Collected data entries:
════

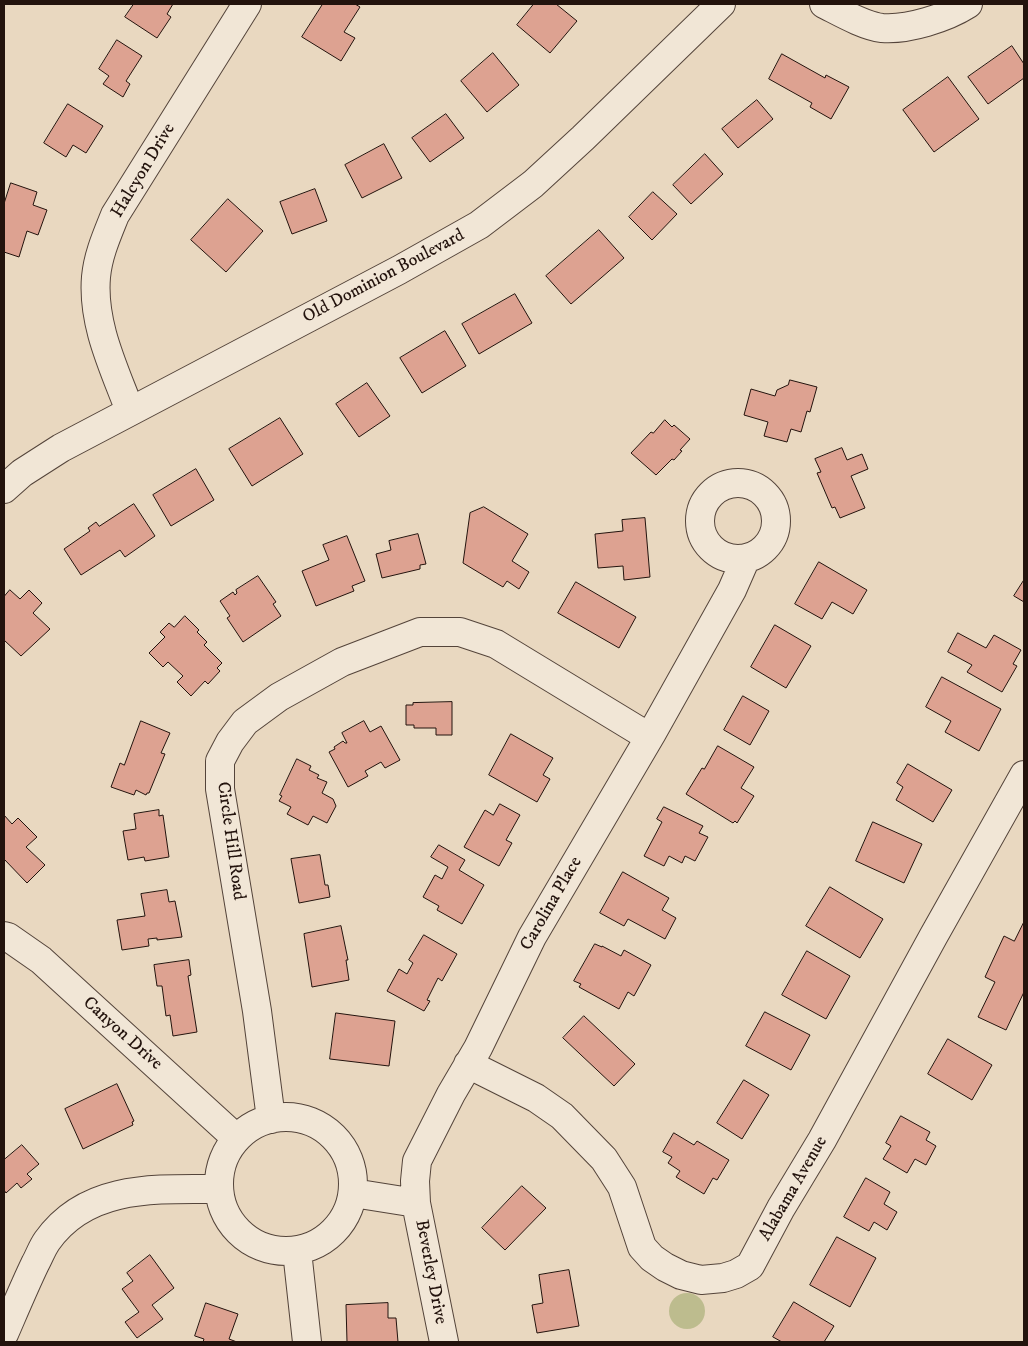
<!DOCTYPE html>
<style>
body{margin:0}
#map{position:relative;width:1028px;height:1346px;overflow:hidden;background:#e9d8c0;font-family:"IM FELL DW Pica",serif}
canvas{display:block}
.frame{position:absolute;inset:0;border:5px solid #23130d;pointer-events:none}
</style>
<div id="map">
<canvas width="1028" height="1346"></canvas>
<div class="frame"></div>
</div>
<script>
const c = document.querySelector('canvas').getContext('2d');
c.lineJoin = 'round';
function paint(path, color) { c.fillStyle = color; c.fill(path, 'evenodd'); }
function stroke(path, color, width, dash) { c.strokeStyle = color; c.lineWidth = width; c.lineCap = dash ? 'butt' : 'round'; c.setLineDash(dash || []); c.stroke(path); }
function drawText(font, color, halo, rows, align = 'center') {
  c.font = font + ' "IM FELL DW Pica",serif'; c.lineWidth = 4; c.setLineDash([]); c.textBaseline = 'middle'; c.strokeStyle = halo; c.fillStyle = color; for (const [text, x, y, turn = 0] of rows) {
    c.save(); c.translate(x, y); c.rotate((+turn || 0) * Math.PI / 180); c.textAlign = isNaN(turn) ? turn : align; if (halo) c.strokeText(text, 0, 0); c.fillText(text, 0, 0); c.restore();
  }
}
paint(new Path2D(`
 M669 1311a18 18 0 1 1 36 0a18 18 0 1 1-36 0Z`), '#bdbc8e');
const building = new Path2D(`
 M 134,4 L 173,4 L 167,14 L 171,17 L 157,38 L 125,17 Z
 M 323,4 L 355,4 L 360,7 L 344,32 L 355,38 L 341,61 L 302,37 Z
 M 534,4 L 556,4 L 577,21 L 550,53 L 517,25 Z
 M 117,40 L 142,56 L 126,81 L 130,84 L 123,97 L 103,84 L 109,76 L 99,69 Z
 M 1012,46 L 1024,64 L 1024,78 L 988,104 L 968,77 Z
 M 493,53 L 519,85 L 487,112 L 461,81 Z
 M 782,54 L 825,78 L 826,75 L 849,87 L 831,119 L 810,107 L 812,103 L 769,79 Z
 M 948,77 L 979,119 L 934,152 L 903,110 Z
 M 757,100 L 773,119 L 738,148 L 722,129 Z
 M 68,104 L 103,126 L 86,153 L 73,145 L 66,157 L 44,143 Z
 M 446,114 L 464,138 L 430,162 L 412,138 Z
 M 384,144 L 402,178 L 362,198 L 345,165 Z
 M 705,154 L 723,174 L 691,204 L 673,185 Z
 M 11,183 L 37,192 L 33,205 L 47,210 L 38,235 L 27,231 L 19,257 L 4,252 L 4,204 Z
 M 315,189 L 327,221 L 292,234 L 280,202 Z
 M 653,192 L 677,214 L 652,240 L 629,217 Z
 M 228,199 L 263,231 L 226,272 L 191,240 Z
 M 599,230 L 624,258 L 571,304 L 546,276 Z
 M 515,294 L 532,323 L 479,354 L 462,324 Z
 M 445,331 L 466,366 L 422,393 L 400,358 Z
 M 790,380 L 817,387 L 810,412 L 807,411 L 801,432 L 791,429 L 787,442 L 764,436 L 768,422 L 744,415 L 751,389 L 775,396 L 777,390 L 788,385 Z
 M 367,383 L 390,416 L 359,437 L 336,404 Z
 M 280,418 L 303,454 L 252,486 L 229,449 Z
 M 665,420 L 672,427 L 674,425 L 690,439 L 680,450 L 682,451 L 674,460 L 672,459 L 656,475 L 631,453 L 651,432 L 653,433 Z
 M 842,448 L 847,460 L 862,454 L 868,469 L 851,476 L 865,508 L 840,518 L 835,507 L 832,508 L 817,473 L 821,472 L 815,459 Z
 M 196,469 L 214,500 L 171,526 L 153,495 Z
 M 134,504 L 155,536 L 125,557 L 120,550 L 81,575 L 64,549 L 90,531 L 88,528 L 96,522 L 99,526 Z
 M 484,507 L 528,534 L 512,561 L 529,572 L 519,589 L 507,581 L 503,587 L 463,563 L 470,513 Z
 M 645,518 L 650,577 L 624,580 L 623,566 L 598,568 L 595,534 L 623,531 L 622,520 Z
 M 418,534 L 426,564 L 420,565 L 420,569 L 382,578 L 376,554 L 391,550 L 389,541 Z
 M 347,536 L 365,581 L 352,586 L 354,591 L 316,606 L 302,571 L 329,560 L 323,545 Z
 M 819,562 L 867,590 L 853,614 L 832,602 L 822,619 L 795,604 Z
 M 258,576 L 276,602 L 273,604 L 281,616 L 243,642 L 227,618 L 230,616 L 220,601 L 233,592 L 235,595 L 237,593 L 236,590 Z
 M 1024,580 L 1024,602 L 1014,596 Z
 M 576,582 L 636,617 L 619,648 L 558,613 Z
 M 10,590 L 20,599 L 29,590 L 42,603 L 33,613 L 50,629 L 21,656 L 4,640 L 4,597 Z
 M 185,616 L 199,630 L 197,632 L 207,642 L 204,645 L 222,663 L 217,668 L 220,671 L 208,684 L 205,681 L 191,696 L 177,682 L 183,676 L 168,662 L 163,667 L 149,653 L 165,637 L 160,632 L 169,623 L 174,627 Z
 M 775,625 L 811,646 L 786,688 L 751,667 Z
 M 958,633 L 986,648 L 994,635 L 1021,650 L 1013,664 L 1017,666 L 1002,692 L 967,672 L 972,665 L 948,652 Z
 M 942,677 L 1001,709 L 979,751 L 945,732 L 951,721 L 926,707 Z
 M 743,696 L 769,711 L 750,745 L 724,730 Z
 M 452,702 L 452,735 L 436,735 L 436,728 L 414,728 L 414,725 L 406,725 L 406,705 L 413,705 L 413,703 Z
 M 141,721 L 170,733 L 161,753 L 165,754 L 149,793 L 147,793 L 146,795 L 136,790 L 134,795 L 111,787 L 120,763 L 124,765 Z
 M 364,721 L 370,732 L 381,726 L 400,760 L 385,768 L 381,762 L 365,771 L 368,776 L 348,787 L 329,752 L 335,749 L 334,747 L 343,741 L 345,743 L 347,743 L 342,733 Z
 M 511,734 L 553,758 L 543,775 L 550,779 L 537,802 L 489,775 Z
 M 718,746 L 754,767 L 741,788 L 754,796 L 737,823 L 735,821 L 733,823 L 686,794 L 702,768 L 704,769 Z
 M 297,759 L 311,766 L 309,770 L 319,775 L 317,778 L 327,782 L 322,793 L 333,799 L 336,806 L 327,823 L 313,816 L 308,825 L 287,814 L 291,807 L 279,801 L 282,796 L 280,795 Z
 M 908,764 L 952,790 L 933,822 L 896,800 L 903,787 L 897,783 Z
 M 500,804 L 520,815 L 506,840 L 512,843 L 499,866 L 464,847 L 485,810 L 493,815 Z
 M 664,807 L 703,826 L 699,833 L 708,837 L 695,861 L 685,856 L 682,863 L 669,856 L 664,866 L 644,856 L 662,822 L 657,819 Z
 M 159,810 L 159,816 L 163,815 L 169,857 L 145,861 L 144,857 L 128,860 L 123,831 L 136,829 L 134,814 Z
 M 4,815 L 12,824 L 18,818 L 37,837 L 26,847 L 45,865 L 27,883 L 4,859 Z
 M 873,822 L 922,844 L 904,883 L 856,861 Z
 M 439,845 L 465,860 L 459,870 L 484,885 L 462,924 L 437,910 L 439,906 L 423,897 L 435,875 L 442,879 L 448,867 L 431,857 Z
 M 320,855 L 325,885 L 328,885 L 330,897 L 299,903 L 291,859 Z
 M 623,872 L 669,898 L 662,910 L 676,918 L 665,939 L 628,919 L 624,926 L 600,913 Z
 M 830,887 L 883,919 L 860,958 L 806,926 Z
 M 167,890 L 169,902 L 175,901 L 182,937 L 157,940 L 157,938 L 148,939 L 149,946 L 122,950 L 117,920 L 145,916 L 141,894 Z
 M 1024,922 L 1024,992 L 1006,1030 L 978,1017 L 995,982 L 985,977 L 1004,936 L 1014,941 Z
 M 341,926 L 348,960 L 346,960 L 349,980 L 312,987 L 304,934 Z
 M 424,935 L 457,954 L 442,981 L 438,978 L 427,1000 L 430,1001 L 424,1011 L 387,991 L 399,969 L 407,974 L 413,963 L 409,960 Z
 M 595,944 L 602,947 L 602,946 L 621,956 L 624,950 L 651,965 L 634,996 L 628,992 L 619,1009 L 579,987 L 581,984 L 574,981 Z
 M 807,951 L 850,976 L 826,1019 L 782,995 Z
 M 189,960 L 191,975 L 188,976 L 197,1032 L 173,1036 L 170,1015 L 166,1016 L 162,986 L 157,986 L 154,965 Z
 M 765,1012 L 810,1035 L 791,1070 L 746,1046 Z
 M 336,1013 L 395,1021 L 389,1066 L 330,1059 Z
 M 584,1016 L 635,1064 L 614,1086 L 563,1038 Z
 M 948,1039 L 992,1065 L 972,1100 L 928,1074 Z
 M 744,1080 L 769,1095 L 742,1139 L 717,1123 Z
 M 117,1084 L 134,1121 L 132,1122 L 133,1125 L 83,1149 L 65,1109 Z
 M 901,1116 L 930,1132 L 926,1140 L 936,1146 L 926,1165 L 915,1159 L 907,1173 L 883,1159 L 891,1146 L 886,1143 Z
 M 674,1133 L 694,1145 L 697,1141 L 729,1160 L 717,1180 L 713,1178 L 704,1194 L 676,1177 L 680,1171 L 668,1163 L 672,1157 L 663,1152 Z
 M 22,1145 L 39,1164 L 27,1174 L 32,1179 L 21,1188 L 17,1183 L 6,1193 L 4,1190 L 4,1160 Z
 M 866,1178 L 890,1192 L 884,1204 L 897,1212 L 887,1230 L 874,1222 L 869,1231 L 844,1217 Z
 M 522,1186 L 546,1208 L 505,1250 L 482,1228 Z
 M 837,1237 L 876,1258 L 850,1307 L 810,1285 Z
 M 150,1255 L 174,1288 L 152,1305 L 163,1319 L 137,1338 L 125,1322 L 139,1312 L 122,1289 L 133,1281 L 127,1273 Z
 M 569,1270 L 579,1326 L 537,1333 L 532,1305 L 543,1303 L 539,1275 Z
 M 794,1302 L 834,1326 L 824,1342 L 782,1342 L 773,1337 Z
 M 206,1303 L 238,1314 L 229,1339 L 237,1342 L 203,1342 L 204,1339 L 195,1336 Z
 M 388,1303 L 388,1318 L 396,1318 L 398,1342 L 347,1342 L 346,1305 Z`);
paint(building, '#dda291');
stroke(building, '#23130d', 1);
const minor = new Path2D(`
 M 824,4 C 840,12 864,26 882,28 C 908,30 946,18 968,4
 M 130,411 C 114,368 92,324 96,277 C 98,255 107,235 115,215 L 247,4
 M700 521a38 38 0 1 1 76 0a38 38 0 1 1-76 0Z
 M 4,489 L 22,473 L 61,448 L 399,270 L 479,225 L 533,184 L 583,138 L 721,4
 M 4,936 L 8,937 L 41,960 L 236,1138
 M 468,1064 L 536,1098 L 562,1116 L 604,1159 L 622,1187 L 642,1247 L 652,1258 L 665,1267 L 681,1275 L 701,1280 L 723,1278 L 736,1274 L 750,1266 L 781,1208 L 822,1140 L 933,937 L 1024,775
 M219 1184a67 67 0 1 1 134 0a67 67 0 1 1-134 0Z
 M 271,1119 L 257,1011 L 220,789 L 220,761 L 230,742 L 245,722 L 279,697 L 342,662 L 420,632 L 460,632 L 496,644 L 649,737
 M 353,1193 L 416,1203
 M 297,1251 L 307,1342
 M 4,1334 C 14,1311 24,1287 35,1264 C 39,1257 42,1248 47,1241 C 87,1184 157,1189 218,1189
 M 444,1342 L 416,1203 L 415,1181 L 417,1161 L 451,1094 L 478,1048 L 532,937 L 652,733 L 732,590 L 746,558`);
stroke(minor, '#54443a', 30);
stroke(minor, '#f1e6d6', 28);
drawText('18px', '#23130d', '#f1e6d6', [
 ["Halcyon Drive",144,171,-59],
 ["Old Dominion Boulevard",384,277,-28],
 ["Circle Hill Road",230,841,82],
 ["Carolina Place",552,904,-60],
 ["Canyon Drive",122,1034,42],
 ["Alabama Avenue",794,1189,-60],
 ["Beverley Drive",430,1272,79]
]);
</script>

════

Please copy the lines in the records above between the one holding "M 765,1012 L" and the one holding "M 4,1334 C 14,1311", inclusive, exactly and with no other line.

RESPONSE.
 M 765,1012 L 810,1035 L 791,1070 L 746,1046 Z
 M 336,1013 L 395,1021 L 389,1066 L 330,1059 Z
 M 584,1016 L 635,1064 L 614,1086 L 563,1038 Z
 M 948,1039 L 992,1065 L 972,1100 L 928,1074 Z
 M 744,1080 L 769,1095 L 742,1139 L 717,1123 Z
 M 117,1084 L 134,1121 L 132,1122 L 133,1125 L 83,1149 L 65,1109 Z
 M 901,1116 L 930,1132 L 926,1140 L 936,1146 L 926,1165 L 915,1159 L 907,1173 L 883,1159 L 891,1146 L 886,1143 Z
 M 674,1133 L 694,1145 L 697,1141 L 729,1160 L 717,1180 L 713,1178 L 704,1194 L 676,1177 L 680,1171 L 668,1163 L 672,1157 L 663,1152 Z
 M 22,1145 L 39,1164 L 27,1174 L 32,1179 L 21,1188 L 17,1183 L 6,1193 L 4,1190 L 4,1160 Z
 M 866,1178 L 890,1192 L 884,1204 L 897,1212 L 887,1230 L 874,1222 L 869,1231 L 844,1217 Z
 M 522,1186 L 546,1208 L 505,1250 L 482,1228 Z
 M 837,1237 L 876,1258 L 850,1307 L 810,1285 Z
 M 150,1255 L 174,1288 L 152,1305 L 163,1319 L 137,1338 L 125,1322 L 139,1312 L 122,1289 L 133,1281 L 127,1273 Z
 M 569,1270 L 579,1326 L 537,1333 L 532,1305 L 543,1303 L 539,1275 Z
 M 794,1302 L 834,1326 L 824,1342 L 782,1342 L 773,1337 Z
 M 206,1303 L 238,1314 L 229,1339 L 237,1342 L 203,1342 L 204,1339 L 195,1336 Z
 M 388,1303 L 388,1318 L 396,1318 L 398,1342 L 347,1342 L 346,1305 Z`);
paint(building, '#dda291');
stroke(building, '#23130d', 1);
const minor = new Path2D(`
 M 824,4 C 840,12 864,26 882,28 C 908,30 946,18 968,4
 M 130,411 C 114,368 92,324 96,277 C 98,255 107,235 115,215 L 247,4
 M700 521a38 38 0 1 1 76 0a38 38 0 1 1-76 0Z
 M 4,489 L 22,473 L 61,448 L 399,270 L 479,225 L 533,184 L 583,138 L 721,4
 M 4,936 L 8,937 L 41,960 L 236,1138
 M 468,1064 L 536,1098 L 562,1116 L 604,1159 L 622,1187 L 642,1247 L 652,1258 L 665,1267 L 681,1275 L 701,1280 L 723,1278 L 736,1274 L 750,1266 L 781,1208 L 822,1140 L 933,937 L 1024,775
 M219 1184a67 67 0 1 1 134 0a67 67 0 1 1-134 0Z
 M 271,1119 L 257,1011 L 220,789 L 220,761 L 230,742 L 245,722 L 279,697 L 342,662 L 420,632 L 460,632 L 496,644 L 649,737
 M 353,1193 L 416,1203
 M 297,1251 L 307,1342
 M 4,1334 C 14,1311 24,1287 35,1264 C 39,1257 42,1248 47,1241 C 87,1184 157,1189 218,1189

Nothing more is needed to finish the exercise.